Bitter Truths: How Modern Diets Are Sabotaging Mental Health
By Georga Gorrell, Psychotherapist

We’re in the midst of a mental health crisis, with rates of depression, anxiety, and brain fog at an all-time high. And while the world scrambles for solutions (therapy, medication, mindfulness apps) one of the biggest culprits remains largely ignored: what’s on our plates.
Ultra-processed foods, refined sugars, and inflammatory seed oils have hijacked our biology, rewiring the gut-brain connection and sending our nervous systems into chaos. Yet, mainstream nutrition advice continues to push outdated, one-size-fits-all approaches that ignore the fundamental link between diet and mental well-being.
The Gut-Brain Axis: Your Second Brain
The gut isn’t just where digestion happens, it’s an extension of the brain. Your gut microbiome, home to trillions of bacteria, is responsible for producing around 90% of your serotonin and a large portion of your dopamine, the very neurotransmitters that regulate mood, motivation, and emotional resilience.

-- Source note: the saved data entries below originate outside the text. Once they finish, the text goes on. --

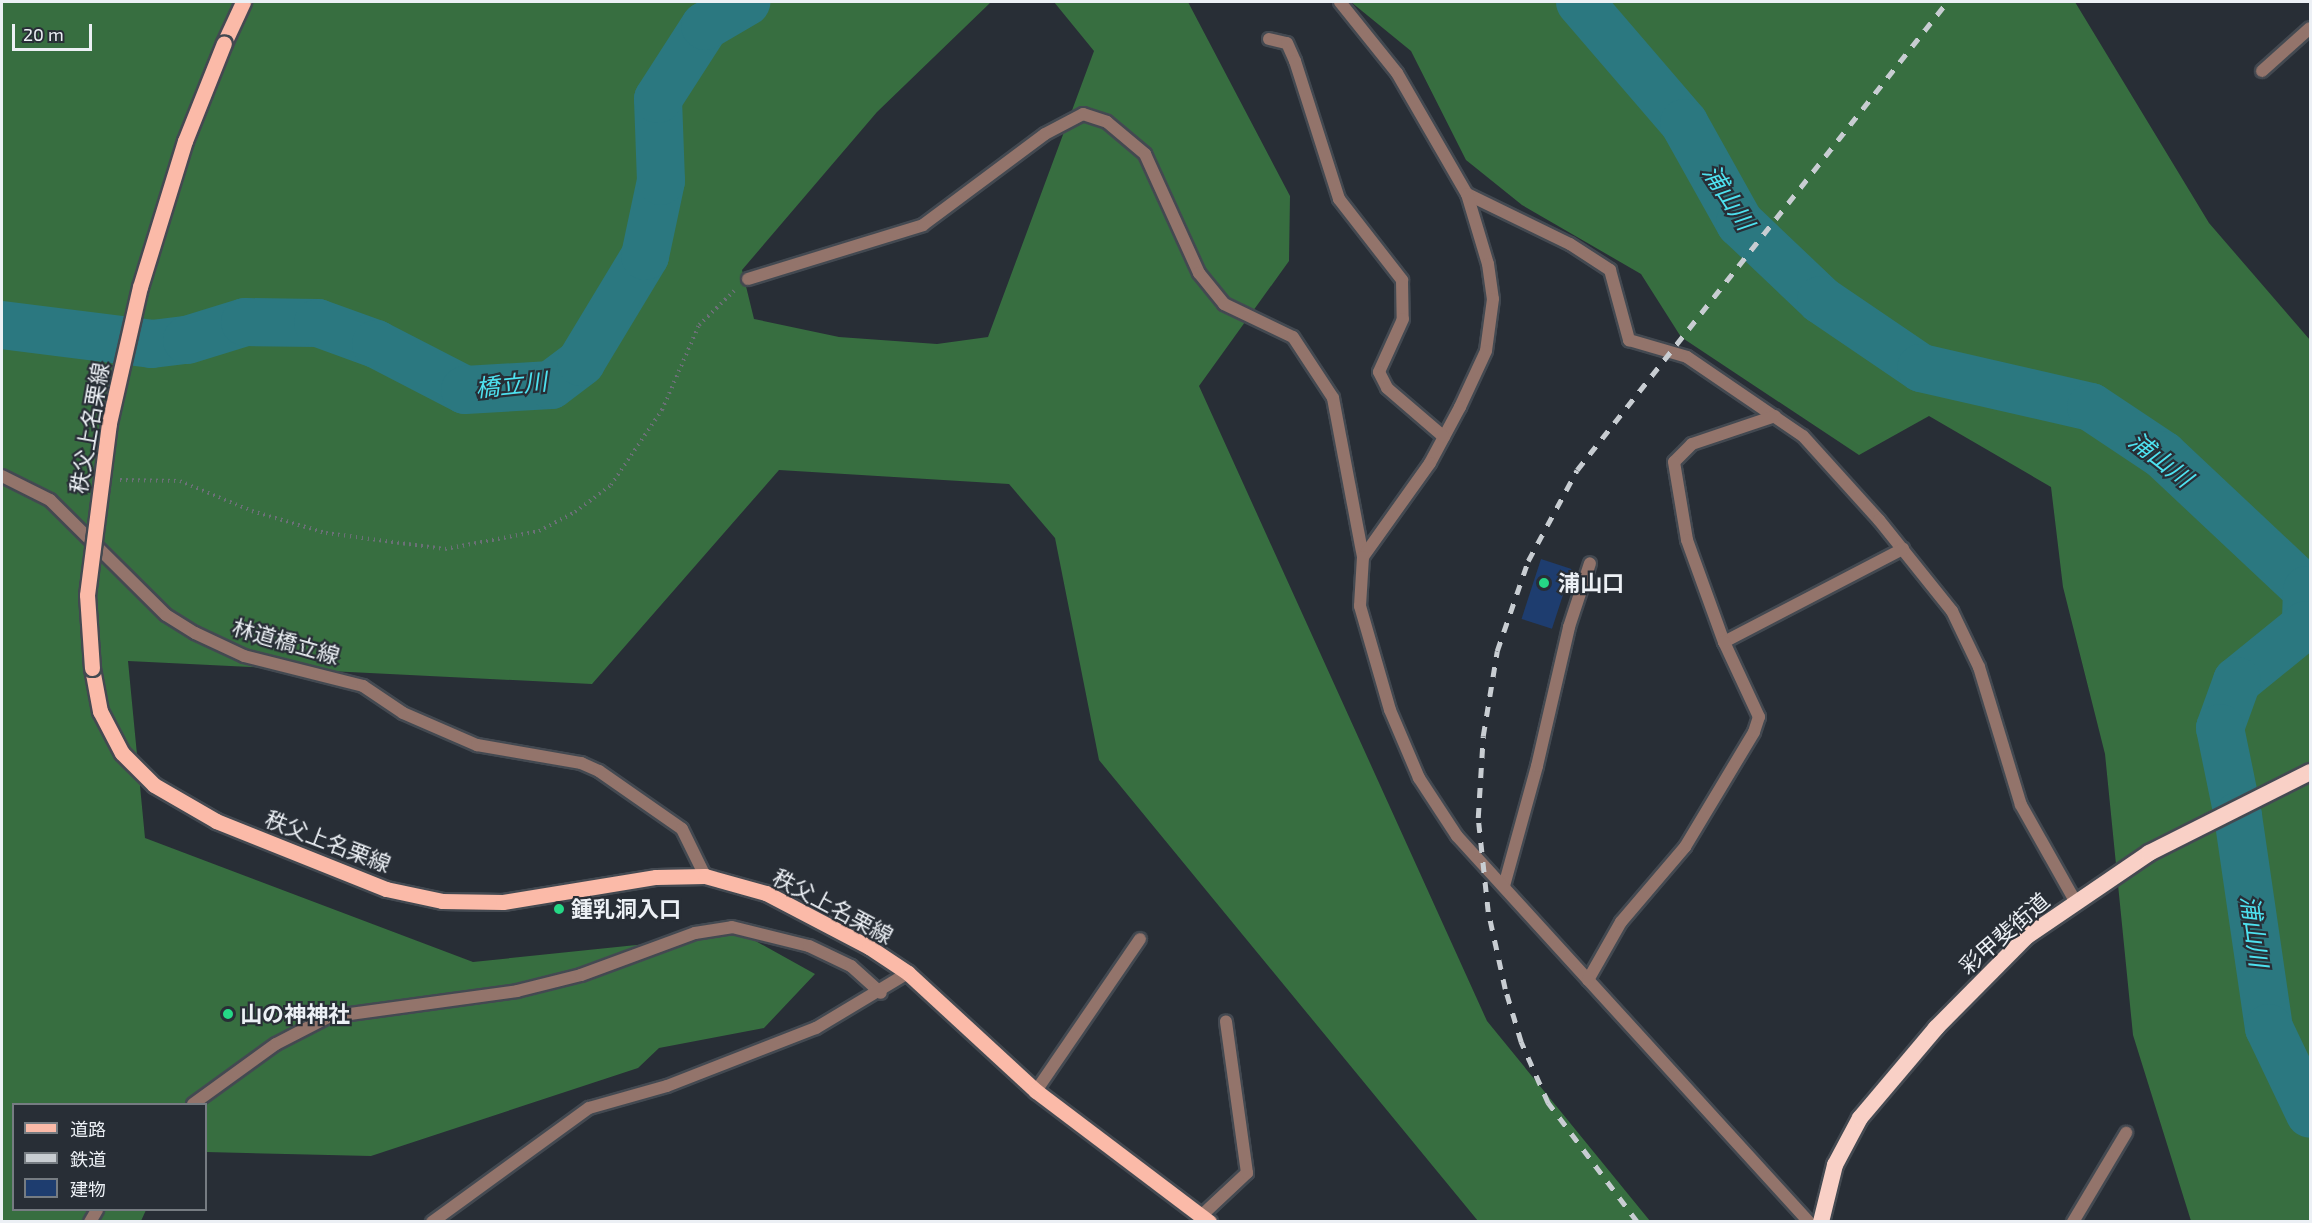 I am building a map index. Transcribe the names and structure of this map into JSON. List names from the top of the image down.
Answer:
{
  "streets": {
    "highway": ["彩甲斐街道"],
    "main road": ["秩父上名栗線"],
    "street": ["林道橋立線"]
  },
  "crossings": [
    ["秩父上名栗線", "林道橋立線"]
  ],
  "water": ["浦山川", "橋立川"],
  "places": ["浦山口", "鍾乳洞入口", "山の神神社"],
  "legend": ["道路", "鉄道", "建物"],
  "scale_bar": "20 m"
}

This means that when your gut is inflamed, dysregulated, or overrun with harmful bacteria (thanks to ultra-processed foods), your brain suffers. A 2022 study in Nature Communications confirmed that an imbalance in gut bacteria is directly linked to depression, anxiety, and cognitive dysfunction.
Simply put: your mental health is only as strong as your gut health.
Ultra-Processed Foods: The Silent Mental Health Crisis
If it comes in a box, a bag, or from a fast food chain, chances are it’s an ultra-processed food (UPF) and it’s wrecking your nervous system.
UPFs are designed for maximum palatability but minimal nutrition, stripping away fibre, healthy fats, and essential nutrients in favour of sugar, emulsifiers, and artificial additives. This isn’t just bad for your waistline, it’s catastrophic for your brain.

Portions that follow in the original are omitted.